Malaria is presently endemic in a broad band around the equator, in areas of the Americas, many parts of Asia, and much of Africa; however, it is in sub-Saharan Africa where 85– 90% of malaria fatalities occur. The geographic distribution of malaria within large regions is complex, and malaria-afflicted and malaria-free areas are often found close to each other. In drier areas, outbreaks of malaria can be predicted with reasonable accuracy by mapping rainfall. Malaria is more common in rural areas than in cities; this is in contrast to dengue fever where urban areas present the greater risk. For example, several cities in Vietnam, Laos and Cambodia are essentially malaria-free, but the disease is present in many rural regions. By contrast, in Africa malaria is present in both rural and urban areas, though the risk is lower in the larger cities. The global endemic levels of malaria have not been mapped since the 1960s. However, the Wellcome Trust, UK, has funded the Malaria Atlas Project to rectify this, providing a more contemporary and robust means with which to assess current and future malaria disease burden.
By 2010 countries with the highest death rate per 100,000 population are Cote d'Ivoire with (86.15), Angola (56.93) and Burkina Faso (50.66) - all in Africa.
Malaria has infected humans for over 50,000 years, and Plasmodium may have been a human pathogen for the entire history of the species. Close relatives of the human malaria parasites remain common in chimpanzees. Some new evidence suggests that the most virulent strain of human malaria may have originated in gorillas.
References to the unique periodic fevers of malaria are found throughout recorded history, beginning in 2700 BC in China. Malaria may have contributed to the decline of the Roman Empire, and was so pervasive in Rome that it was known as the "Roman fever". The term malaria originates from Medieval — "bad air"; the disease was formerly called ague or marsh fever due to its association with swamps and marshland. Malaria was once common in most of Europe and North America, where it is no longer endemic, though imported cases do occur.

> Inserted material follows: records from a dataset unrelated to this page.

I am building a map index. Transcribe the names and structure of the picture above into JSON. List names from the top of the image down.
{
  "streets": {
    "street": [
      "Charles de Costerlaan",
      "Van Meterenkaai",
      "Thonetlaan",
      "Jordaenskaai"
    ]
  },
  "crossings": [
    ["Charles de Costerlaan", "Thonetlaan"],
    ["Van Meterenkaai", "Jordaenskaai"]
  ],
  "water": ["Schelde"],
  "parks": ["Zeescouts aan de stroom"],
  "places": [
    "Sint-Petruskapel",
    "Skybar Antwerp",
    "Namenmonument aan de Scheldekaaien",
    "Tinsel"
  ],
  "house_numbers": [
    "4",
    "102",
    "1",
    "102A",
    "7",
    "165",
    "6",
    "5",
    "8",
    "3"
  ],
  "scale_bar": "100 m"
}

Malaria was the most important health hazard encountered by U.S. troops in the South Pacific during World War II, where about 500,000 men were infected. According to Joseph Patrick Byrne, "Sixty thousand American soldiers died of malaria during the African and South Pacific campaigns."
Scientific studies on malaria made their first significant advance in 1880, when a French army doctor working in the military hospital of Constantine in Algeria named Charles Louis Alphonse Laveran observed parasites for the first time, inside the red blood cells of people suffering from malaria. He, therefore, proposed that malaria is caused by this organism, the first time a protist was identified as causing disease. For this and later discoveries, he was awarded the 1907 Nobel Prize for Physiology or Medicine. The malarial parasite was called Plasmodium by the Italian scientists Ettore Marchiafava and Angelo Celli.

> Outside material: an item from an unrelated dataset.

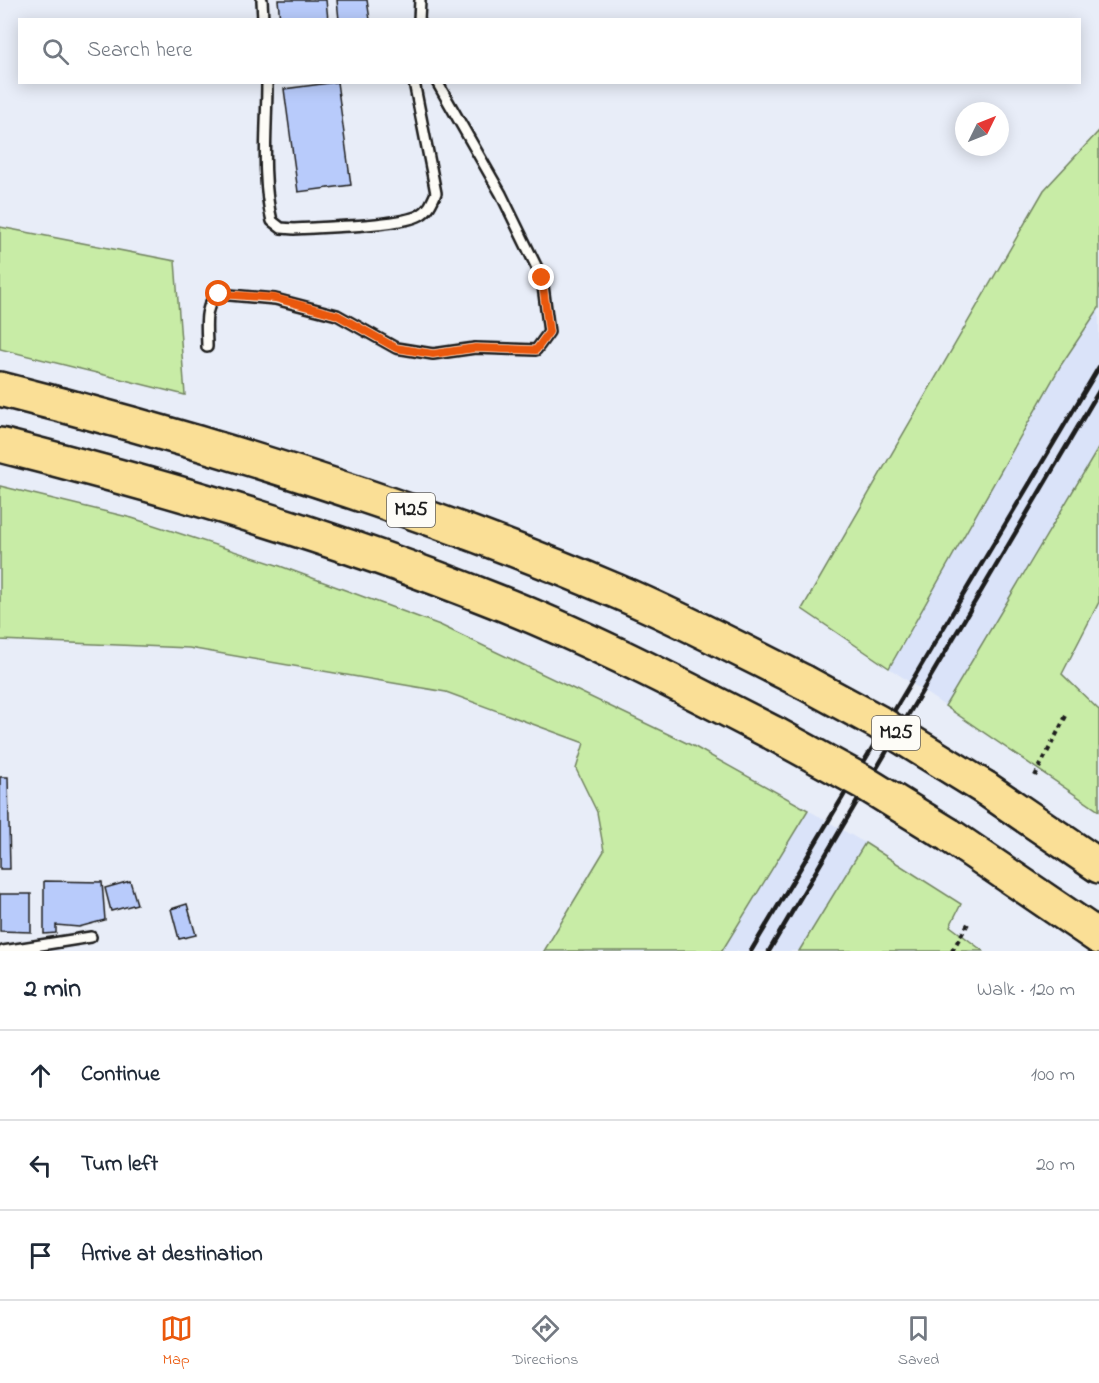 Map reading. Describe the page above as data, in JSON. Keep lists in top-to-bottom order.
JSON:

In April 1894, a Scottish physician Sir Ronald Ross visited Sir Patrick Manson at his house on Queen Anne Street, London. This visit was the start of four years of collaboration and fervent research which culminated in 1898 when Ross, who was working in the Presidency General Hospital in Calcutta, proved the complete life-cycle of the malaria parasite in mosquitoes; thus proving that the mosquito was the vector for malaria in humans. He did this by showing that certain mosquito species transmit malaria to birds. He isolated malaria parasites from the salivary glands of mosquitoes that had fed on infected birds. For this work, Ross received the 1902 Nobel Prize in Medicine. After resigning from the Indian Medical Service, Ross worked at the newly established Liverpool School of Tropical Medicine and directed malaria-control efforts in Egypt, Panama, Greece and Mauritius. The findings of Finlay and Ross were later confirmed by a medical board headed by Walter Reed in 1900. Its recommendations were implemented by William C. Gorgas in the health measures undertaken during construction of the Panama Canal. This public-health work saved the lives of thousands of workers and helped develop the methods used in future public-health campaigns against the disease.
Poverty is both cause and effect, however, since the poor do not have the financial capacities to prevent or treat the disease. In its entirety, the economic impact of malaria has been estimated to cost Africa $12 billion USD every year. The economic impact includes costs of health care, working days lost due to sickness, days lost in education, decreased productivity due to brain damage from cerebral malaria, and loss of investment and tourism. In some countries with a heavy malaria burden, the disease may account for as much as 40% of public health expenditure, 30–50% of inpatient admissions, and up to 50% of outpatient visits.
The demographic transition in Africa is slow and malaria may provide part of the answer. Total fertility rates were best explained by child mortality, as measured indirectly by infant mortality, in a 2007 study.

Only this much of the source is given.